◆ **Collected data entries**
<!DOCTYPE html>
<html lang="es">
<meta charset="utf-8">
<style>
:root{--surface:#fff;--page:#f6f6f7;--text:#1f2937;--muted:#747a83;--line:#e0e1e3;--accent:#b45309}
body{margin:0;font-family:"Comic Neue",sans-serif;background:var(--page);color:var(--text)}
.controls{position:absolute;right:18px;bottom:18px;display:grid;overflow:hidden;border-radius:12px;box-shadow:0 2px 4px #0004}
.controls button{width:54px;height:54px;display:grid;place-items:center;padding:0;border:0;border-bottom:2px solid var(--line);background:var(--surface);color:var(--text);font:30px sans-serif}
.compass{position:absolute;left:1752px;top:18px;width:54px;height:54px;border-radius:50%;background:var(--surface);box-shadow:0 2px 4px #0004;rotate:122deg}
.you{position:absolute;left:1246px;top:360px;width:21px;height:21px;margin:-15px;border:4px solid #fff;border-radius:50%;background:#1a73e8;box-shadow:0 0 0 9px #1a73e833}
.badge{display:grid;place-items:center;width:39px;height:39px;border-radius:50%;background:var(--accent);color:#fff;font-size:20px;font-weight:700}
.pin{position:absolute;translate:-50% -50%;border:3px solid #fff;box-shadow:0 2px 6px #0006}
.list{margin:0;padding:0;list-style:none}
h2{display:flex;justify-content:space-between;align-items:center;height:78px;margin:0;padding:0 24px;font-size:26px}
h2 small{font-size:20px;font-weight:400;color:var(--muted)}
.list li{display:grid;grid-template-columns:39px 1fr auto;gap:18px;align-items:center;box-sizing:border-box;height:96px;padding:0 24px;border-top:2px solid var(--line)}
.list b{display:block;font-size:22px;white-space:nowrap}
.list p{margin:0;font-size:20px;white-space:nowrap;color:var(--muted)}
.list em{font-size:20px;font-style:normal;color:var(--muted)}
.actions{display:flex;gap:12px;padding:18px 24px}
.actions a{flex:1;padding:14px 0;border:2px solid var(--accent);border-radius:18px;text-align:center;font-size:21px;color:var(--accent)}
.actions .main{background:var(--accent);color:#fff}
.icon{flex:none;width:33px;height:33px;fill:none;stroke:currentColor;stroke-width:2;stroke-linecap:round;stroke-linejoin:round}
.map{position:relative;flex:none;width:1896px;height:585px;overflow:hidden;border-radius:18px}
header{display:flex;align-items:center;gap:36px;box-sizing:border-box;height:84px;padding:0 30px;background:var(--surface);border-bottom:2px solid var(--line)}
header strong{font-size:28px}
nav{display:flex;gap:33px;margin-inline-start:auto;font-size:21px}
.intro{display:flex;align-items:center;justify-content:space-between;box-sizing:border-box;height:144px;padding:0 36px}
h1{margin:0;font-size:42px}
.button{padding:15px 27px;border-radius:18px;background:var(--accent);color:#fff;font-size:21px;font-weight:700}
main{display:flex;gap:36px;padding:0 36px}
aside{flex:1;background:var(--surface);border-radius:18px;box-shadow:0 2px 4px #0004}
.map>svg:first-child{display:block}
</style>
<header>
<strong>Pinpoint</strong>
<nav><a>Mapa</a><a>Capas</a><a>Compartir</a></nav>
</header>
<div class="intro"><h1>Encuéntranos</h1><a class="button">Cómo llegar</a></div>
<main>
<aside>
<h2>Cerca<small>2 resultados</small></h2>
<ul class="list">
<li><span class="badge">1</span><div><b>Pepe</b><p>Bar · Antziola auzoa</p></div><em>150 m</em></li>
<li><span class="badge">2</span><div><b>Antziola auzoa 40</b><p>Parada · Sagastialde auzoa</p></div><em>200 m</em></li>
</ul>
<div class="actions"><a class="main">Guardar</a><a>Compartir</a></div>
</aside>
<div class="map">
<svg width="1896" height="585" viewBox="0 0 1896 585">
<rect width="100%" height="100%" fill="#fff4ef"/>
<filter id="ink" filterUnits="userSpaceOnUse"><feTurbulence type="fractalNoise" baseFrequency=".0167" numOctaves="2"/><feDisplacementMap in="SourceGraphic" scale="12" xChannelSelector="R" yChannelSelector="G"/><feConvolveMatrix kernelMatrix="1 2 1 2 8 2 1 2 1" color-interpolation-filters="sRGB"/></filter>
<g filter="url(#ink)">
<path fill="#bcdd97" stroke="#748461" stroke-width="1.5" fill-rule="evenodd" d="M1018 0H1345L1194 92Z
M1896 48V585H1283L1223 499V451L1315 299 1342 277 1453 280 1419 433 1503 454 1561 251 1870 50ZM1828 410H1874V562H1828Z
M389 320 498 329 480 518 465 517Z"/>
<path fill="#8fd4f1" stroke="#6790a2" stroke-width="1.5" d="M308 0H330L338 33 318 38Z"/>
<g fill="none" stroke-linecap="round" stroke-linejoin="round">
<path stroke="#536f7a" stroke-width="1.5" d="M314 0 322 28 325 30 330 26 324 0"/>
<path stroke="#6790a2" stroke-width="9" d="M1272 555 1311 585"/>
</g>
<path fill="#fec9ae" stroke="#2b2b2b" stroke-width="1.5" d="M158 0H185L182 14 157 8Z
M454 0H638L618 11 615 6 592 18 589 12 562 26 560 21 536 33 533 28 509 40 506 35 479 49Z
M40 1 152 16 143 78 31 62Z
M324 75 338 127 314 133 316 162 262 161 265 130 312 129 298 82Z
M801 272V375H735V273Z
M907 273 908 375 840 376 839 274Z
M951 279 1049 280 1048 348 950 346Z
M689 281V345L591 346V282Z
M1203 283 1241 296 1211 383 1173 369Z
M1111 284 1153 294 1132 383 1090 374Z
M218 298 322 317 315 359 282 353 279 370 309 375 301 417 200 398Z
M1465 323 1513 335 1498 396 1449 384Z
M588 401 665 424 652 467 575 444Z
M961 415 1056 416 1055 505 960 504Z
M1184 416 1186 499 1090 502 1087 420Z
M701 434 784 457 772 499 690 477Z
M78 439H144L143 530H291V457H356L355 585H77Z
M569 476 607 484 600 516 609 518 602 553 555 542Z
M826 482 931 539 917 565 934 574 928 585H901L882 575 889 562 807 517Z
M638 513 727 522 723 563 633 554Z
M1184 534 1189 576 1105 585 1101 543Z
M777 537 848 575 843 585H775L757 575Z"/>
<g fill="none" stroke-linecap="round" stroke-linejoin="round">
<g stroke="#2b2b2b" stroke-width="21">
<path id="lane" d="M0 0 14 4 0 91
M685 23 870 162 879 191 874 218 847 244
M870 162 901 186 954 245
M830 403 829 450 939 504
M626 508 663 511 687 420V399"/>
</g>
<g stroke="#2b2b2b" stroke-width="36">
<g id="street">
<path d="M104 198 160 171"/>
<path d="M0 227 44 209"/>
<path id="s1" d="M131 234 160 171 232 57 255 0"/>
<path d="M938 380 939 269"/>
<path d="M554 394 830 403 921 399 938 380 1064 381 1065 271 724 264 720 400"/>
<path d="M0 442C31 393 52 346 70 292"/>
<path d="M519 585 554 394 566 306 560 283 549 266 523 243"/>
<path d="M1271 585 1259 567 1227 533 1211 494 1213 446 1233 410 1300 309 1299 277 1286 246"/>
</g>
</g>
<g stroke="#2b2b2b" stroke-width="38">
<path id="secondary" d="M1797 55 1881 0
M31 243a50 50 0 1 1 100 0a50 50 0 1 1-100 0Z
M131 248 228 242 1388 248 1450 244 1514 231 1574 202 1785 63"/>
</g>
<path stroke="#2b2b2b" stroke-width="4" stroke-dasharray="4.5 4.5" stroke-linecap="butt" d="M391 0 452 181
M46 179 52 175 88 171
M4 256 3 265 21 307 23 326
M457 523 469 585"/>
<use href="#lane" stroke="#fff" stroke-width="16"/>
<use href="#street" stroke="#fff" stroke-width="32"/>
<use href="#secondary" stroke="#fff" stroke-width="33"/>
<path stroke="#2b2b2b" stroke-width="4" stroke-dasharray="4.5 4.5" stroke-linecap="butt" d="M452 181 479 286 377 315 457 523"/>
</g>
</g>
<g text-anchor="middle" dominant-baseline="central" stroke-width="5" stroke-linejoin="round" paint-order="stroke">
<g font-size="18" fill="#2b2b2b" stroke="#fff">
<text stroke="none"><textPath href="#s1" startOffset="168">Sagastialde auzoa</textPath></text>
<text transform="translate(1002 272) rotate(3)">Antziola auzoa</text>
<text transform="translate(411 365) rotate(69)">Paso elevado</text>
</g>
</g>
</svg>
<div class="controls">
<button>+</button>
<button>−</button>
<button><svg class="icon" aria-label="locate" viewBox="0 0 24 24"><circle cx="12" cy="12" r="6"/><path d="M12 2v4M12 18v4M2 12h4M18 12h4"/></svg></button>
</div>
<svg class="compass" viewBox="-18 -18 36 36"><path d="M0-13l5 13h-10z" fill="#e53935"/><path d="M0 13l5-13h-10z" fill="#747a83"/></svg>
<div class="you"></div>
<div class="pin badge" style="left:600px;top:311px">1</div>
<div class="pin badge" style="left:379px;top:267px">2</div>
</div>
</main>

◆ **INSTRUCTIONS FOR THE TASK**
Return only those lines that run from the one containing "<button>+</button>" through the end of the entries, keeping each exactly as written.

◆ **EXPECTED OUTPUT**
<button>+</button>
<button>−</button>
<button><svg class="icon" aria-label="locate" viewBox="0 0 24 24"><circle cx="12" cy="12" r="6"/><path d="M12 2v4M12 18v4M2 12h4M18 12h4"/></svg></button>
</div>
<svg class="compass" viewBox="-18 -18 36 36"><path d="M0-13l5 13h-10z" fill="#e53935"/><path d="M0 13l5-13h-10z" fill="#747a83"/></svg>
<div class="you"></div>
<div class="pin badge" style="left:600px;top:311px">1</div>
<div class="pin badge" style="left:379px;top:267px">2</div>
</div>
</main>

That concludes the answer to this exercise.